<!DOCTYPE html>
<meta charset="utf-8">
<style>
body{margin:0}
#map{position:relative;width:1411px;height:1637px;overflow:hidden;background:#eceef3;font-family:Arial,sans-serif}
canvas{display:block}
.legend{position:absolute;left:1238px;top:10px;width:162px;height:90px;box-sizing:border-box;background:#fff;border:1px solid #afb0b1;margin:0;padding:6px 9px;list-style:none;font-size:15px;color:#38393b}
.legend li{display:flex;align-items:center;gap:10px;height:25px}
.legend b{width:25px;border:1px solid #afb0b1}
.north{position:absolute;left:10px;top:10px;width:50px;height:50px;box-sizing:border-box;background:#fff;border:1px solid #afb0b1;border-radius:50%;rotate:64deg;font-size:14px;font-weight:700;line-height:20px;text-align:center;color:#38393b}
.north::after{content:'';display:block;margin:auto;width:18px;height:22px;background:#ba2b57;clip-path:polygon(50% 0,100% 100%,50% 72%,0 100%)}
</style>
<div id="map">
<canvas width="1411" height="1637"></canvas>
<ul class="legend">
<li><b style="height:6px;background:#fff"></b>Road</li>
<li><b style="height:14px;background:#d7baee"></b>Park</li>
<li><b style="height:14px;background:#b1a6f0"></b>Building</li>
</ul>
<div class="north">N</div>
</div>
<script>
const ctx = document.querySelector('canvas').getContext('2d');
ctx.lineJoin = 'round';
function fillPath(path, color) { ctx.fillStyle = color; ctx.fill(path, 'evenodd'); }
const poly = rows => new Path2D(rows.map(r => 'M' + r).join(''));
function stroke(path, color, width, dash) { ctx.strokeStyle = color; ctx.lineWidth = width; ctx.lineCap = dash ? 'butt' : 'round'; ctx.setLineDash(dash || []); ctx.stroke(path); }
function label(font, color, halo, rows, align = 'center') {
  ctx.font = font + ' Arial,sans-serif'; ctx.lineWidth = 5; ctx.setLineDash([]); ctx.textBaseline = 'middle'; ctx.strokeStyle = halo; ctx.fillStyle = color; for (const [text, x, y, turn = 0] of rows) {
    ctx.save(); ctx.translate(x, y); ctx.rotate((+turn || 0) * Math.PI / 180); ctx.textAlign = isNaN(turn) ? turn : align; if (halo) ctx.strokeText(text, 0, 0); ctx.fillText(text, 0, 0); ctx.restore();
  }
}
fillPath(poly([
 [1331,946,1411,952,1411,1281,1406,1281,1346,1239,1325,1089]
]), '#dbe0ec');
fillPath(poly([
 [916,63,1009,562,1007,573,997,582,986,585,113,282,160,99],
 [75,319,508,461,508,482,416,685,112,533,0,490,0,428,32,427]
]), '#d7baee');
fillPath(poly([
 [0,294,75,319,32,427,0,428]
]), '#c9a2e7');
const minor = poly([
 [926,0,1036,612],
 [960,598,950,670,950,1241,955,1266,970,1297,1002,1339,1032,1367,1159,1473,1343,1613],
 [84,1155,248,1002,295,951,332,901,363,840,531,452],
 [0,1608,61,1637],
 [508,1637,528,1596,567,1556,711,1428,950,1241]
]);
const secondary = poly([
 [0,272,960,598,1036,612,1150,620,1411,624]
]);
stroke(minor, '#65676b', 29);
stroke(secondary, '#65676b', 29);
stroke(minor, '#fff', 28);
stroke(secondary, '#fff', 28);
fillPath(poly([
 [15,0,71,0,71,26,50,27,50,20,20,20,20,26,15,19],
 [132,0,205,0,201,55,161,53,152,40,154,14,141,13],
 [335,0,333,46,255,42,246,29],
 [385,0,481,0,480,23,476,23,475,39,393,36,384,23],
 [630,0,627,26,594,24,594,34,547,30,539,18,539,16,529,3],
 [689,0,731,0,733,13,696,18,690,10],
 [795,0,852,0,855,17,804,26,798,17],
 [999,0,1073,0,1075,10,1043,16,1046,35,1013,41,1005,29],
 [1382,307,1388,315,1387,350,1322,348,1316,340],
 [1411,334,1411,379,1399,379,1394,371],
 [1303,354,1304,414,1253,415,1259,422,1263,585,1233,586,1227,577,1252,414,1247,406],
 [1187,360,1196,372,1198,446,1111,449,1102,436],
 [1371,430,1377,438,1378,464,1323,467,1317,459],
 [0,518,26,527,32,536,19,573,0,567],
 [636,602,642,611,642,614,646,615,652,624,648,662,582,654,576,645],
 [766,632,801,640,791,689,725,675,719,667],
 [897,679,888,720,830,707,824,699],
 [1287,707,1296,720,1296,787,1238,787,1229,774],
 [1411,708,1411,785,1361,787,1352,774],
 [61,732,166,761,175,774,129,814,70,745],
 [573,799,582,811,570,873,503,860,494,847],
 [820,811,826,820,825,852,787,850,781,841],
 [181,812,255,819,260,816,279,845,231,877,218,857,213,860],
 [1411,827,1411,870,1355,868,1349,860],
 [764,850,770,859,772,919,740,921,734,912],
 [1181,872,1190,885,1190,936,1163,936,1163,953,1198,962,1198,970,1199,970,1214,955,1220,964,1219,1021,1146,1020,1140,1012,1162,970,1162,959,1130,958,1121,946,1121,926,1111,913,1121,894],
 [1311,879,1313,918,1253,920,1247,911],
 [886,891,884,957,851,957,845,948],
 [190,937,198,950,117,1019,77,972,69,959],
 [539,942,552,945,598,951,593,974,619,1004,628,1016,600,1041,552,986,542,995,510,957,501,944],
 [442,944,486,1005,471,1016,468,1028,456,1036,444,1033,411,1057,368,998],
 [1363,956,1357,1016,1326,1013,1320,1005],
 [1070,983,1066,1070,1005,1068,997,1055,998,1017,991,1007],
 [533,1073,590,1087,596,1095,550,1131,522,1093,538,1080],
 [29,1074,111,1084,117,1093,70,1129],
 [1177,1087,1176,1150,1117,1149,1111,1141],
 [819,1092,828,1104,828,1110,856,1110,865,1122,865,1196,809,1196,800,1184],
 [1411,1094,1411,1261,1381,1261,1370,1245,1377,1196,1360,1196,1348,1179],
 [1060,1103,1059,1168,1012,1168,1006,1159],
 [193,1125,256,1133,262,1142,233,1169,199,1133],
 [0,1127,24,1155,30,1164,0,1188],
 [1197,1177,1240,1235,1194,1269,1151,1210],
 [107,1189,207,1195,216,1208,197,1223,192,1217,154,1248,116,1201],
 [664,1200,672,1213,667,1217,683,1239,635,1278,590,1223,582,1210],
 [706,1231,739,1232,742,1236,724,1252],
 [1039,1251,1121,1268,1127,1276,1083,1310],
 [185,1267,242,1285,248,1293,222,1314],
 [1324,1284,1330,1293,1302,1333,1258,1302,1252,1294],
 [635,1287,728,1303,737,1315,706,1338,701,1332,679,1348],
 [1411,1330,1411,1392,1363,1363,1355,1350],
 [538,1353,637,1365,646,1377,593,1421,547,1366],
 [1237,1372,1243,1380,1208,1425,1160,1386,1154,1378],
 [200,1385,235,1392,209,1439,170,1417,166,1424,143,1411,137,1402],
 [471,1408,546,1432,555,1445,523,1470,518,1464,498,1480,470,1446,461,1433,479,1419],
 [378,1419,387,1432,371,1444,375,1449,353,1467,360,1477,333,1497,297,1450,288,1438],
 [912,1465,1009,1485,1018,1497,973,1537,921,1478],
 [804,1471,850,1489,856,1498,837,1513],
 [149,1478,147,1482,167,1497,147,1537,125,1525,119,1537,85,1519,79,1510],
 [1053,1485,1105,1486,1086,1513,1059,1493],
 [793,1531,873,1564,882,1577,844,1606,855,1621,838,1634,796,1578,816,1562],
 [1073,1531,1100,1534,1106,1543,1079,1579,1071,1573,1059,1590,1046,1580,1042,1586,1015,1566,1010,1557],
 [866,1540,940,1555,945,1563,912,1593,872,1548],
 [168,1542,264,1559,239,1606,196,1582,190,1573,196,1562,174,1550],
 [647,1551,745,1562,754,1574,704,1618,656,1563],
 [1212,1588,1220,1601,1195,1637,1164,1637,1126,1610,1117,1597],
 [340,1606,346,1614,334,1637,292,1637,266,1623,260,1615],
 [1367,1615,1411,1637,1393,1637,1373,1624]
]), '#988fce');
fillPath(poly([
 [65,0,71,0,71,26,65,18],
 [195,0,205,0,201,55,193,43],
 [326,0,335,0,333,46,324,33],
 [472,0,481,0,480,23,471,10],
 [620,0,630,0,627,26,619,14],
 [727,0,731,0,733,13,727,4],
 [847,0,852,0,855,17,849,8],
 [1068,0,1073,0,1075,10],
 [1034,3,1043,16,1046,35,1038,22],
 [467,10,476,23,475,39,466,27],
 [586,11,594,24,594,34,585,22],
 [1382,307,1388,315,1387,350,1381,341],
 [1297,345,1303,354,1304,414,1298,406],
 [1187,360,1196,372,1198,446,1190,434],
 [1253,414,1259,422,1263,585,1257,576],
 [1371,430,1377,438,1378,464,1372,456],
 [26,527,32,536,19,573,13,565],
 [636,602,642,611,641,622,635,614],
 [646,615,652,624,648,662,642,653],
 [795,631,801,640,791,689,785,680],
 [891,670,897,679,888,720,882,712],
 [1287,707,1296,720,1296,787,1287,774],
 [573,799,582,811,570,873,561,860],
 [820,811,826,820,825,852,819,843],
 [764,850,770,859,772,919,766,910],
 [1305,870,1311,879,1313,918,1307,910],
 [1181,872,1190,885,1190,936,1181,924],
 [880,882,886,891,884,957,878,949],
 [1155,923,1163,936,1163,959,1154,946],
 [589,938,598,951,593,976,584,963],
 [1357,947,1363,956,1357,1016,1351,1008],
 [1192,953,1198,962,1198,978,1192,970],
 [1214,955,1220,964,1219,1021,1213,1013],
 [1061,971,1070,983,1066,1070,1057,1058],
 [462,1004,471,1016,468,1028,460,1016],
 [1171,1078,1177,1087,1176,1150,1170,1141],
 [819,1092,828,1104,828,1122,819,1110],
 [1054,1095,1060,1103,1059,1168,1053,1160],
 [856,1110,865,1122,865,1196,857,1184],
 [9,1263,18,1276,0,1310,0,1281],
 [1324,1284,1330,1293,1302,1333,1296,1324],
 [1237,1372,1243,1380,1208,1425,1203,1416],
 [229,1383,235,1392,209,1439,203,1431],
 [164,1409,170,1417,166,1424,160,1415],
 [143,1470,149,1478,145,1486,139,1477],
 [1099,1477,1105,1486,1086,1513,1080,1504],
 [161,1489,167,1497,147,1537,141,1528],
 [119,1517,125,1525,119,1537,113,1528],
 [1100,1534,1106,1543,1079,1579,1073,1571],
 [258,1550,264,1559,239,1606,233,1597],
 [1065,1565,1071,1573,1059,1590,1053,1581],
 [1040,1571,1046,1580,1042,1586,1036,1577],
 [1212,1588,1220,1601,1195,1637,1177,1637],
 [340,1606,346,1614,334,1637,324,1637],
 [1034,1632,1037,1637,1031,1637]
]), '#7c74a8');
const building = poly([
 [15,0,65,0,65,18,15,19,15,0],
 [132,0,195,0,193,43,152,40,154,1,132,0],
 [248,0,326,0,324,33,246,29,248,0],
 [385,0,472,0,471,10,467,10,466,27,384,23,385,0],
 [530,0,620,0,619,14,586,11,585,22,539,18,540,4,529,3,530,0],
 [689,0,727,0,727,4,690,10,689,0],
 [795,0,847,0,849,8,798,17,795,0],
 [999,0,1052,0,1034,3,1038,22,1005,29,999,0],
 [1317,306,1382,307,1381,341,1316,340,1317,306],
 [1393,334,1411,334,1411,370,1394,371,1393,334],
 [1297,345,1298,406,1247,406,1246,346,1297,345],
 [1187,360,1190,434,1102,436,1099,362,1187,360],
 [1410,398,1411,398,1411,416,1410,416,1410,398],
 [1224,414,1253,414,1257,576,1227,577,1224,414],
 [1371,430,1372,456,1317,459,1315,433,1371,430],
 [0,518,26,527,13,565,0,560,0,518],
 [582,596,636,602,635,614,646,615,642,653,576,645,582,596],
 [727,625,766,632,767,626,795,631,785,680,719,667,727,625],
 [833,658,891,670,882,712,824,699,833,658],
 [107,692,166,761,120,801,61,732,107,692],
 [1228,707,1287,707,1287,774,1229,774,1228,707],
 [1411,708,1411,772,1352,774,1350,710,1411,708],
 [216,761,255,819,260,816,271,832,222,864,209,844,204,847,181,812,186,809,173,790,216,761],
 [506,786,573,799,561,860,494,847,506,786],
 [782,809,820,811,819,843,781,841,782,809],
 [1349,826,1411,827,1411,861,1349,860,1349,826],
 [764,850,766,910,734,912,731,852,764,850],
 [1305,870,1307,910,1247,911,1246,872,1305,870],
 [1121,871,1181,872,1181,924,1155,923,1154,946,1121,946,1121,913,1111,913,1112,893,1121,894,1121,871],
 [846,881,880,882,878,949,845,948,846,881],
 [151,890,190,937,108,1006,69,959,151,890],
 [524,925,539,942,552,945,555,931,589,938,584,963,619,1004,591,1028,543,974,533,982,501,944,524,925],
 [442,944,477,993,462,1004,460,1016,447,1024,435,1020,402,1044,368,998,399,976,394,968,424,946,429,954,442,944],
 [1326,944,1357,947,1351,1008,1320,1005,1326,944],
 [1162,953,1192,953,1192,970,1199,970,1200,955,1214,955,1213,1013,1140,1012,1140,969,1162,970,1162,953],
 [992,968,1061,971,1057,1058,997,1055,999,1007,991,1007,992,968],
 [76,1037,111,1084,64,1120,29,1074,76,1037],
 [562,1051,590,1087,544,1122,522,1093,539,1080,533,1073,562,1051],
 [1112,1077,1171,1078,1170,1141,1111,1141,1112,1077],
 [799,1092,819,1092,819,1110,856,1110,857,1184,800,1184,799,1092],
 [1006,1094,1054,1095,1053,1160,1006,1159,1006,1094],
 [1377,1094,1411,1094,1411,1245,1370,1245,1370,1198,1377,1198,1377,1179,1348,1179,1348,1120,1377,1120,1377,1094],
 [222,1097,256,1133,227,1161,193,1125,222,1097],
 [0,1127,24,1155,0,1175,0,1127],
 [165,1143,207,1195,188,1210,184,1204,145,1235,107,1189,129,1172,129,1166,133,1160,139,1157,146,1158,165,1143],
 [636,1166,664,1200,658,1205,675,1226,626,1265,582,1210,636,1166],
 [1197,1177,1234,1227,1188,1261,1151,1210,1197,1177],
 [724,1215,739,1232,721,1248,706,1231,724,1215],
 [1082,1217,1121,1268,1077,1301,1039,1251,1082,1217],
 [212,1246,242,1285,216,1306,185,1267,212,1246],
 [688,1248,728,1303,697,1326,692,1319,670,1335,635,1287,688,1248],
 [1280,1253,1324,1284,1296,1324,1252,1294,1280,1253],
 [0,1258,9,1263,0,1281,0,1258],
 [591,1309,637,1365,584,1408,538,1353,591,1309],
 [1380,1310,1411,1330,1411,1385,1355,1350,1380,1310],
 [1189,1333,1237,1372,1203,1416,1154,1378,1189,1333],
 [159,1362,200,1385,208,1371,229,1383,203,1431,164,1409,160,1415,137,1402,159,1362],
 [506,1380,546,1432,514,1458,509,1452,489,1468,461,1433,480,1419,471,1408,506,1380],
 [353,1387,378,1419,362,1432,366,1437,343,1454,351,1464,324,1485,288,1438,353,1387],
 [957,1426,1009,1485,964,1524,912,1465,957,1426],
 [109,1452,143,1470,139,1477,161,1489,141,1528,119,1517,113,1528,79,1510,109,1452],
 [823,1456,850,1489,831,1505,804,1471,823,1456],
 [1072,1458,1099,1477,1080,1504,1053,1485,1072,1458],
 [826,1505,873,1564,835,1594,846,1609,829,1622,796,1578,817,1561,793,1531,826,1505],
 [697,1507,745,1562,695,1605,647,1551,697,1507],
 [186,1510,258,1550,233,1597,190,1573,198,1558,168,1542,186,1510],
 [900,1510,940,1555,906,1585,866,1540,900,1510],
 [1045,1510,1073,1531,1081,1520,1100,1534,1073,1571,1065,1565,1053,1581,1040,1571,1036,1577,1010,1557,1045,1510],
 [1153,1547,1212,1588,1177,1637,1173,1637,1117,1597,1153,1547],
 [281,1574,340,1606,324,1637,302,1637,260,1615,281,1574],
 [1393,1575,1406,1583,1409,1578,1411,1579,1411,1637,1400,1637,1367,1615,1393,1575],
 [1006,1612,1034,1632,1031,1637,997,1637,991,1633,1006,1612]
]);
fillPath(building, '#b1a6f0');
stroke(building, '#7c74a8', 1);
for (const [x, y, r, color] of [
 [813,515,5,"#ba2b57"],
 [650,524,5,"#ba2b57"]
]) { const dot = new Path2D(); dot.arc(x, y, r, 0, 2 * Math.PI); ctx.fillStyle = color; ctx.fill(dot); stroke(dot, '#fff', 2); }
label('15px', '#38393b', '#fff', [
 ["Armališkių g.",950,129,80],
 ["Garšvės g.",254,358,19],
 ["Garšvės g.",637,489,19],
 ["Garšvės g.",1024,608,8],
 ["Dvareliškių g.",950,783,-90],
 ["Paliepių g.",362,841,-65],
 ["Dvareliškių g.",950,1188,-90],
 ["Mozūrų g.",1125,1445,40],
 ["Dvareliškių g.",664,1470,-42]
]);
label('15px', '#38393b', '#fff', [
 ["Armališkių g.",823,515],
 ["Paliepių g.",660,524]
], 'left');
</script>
━━━━━━
## YOUR TASK
In the material above, please find every line that includes the word "halo" and copy it.

## RESPONSE
function label(font, color, halo, rows, align = 'center') {
  ctx.font = font + ' Arial,sans-serif'; ctx.lineWidth = 5; ctx.setLineDash([]); ctx.textBaseline = 'middle'; ctx.strokeStyle = halo; ctx.fillStyle = color; for (const [text, x, y, turn = 0] of rows) {
    ctx.save(); ctx.translate(x, y); ctx.rotate((+turn || 0) * Math.PI / 180); ctx.textAlign = isNaN(turn) ? turn : align; if (halo) ctx.strokeText(text, 0, 0); ctx.fillText(text, 0, 0); ctx.restore();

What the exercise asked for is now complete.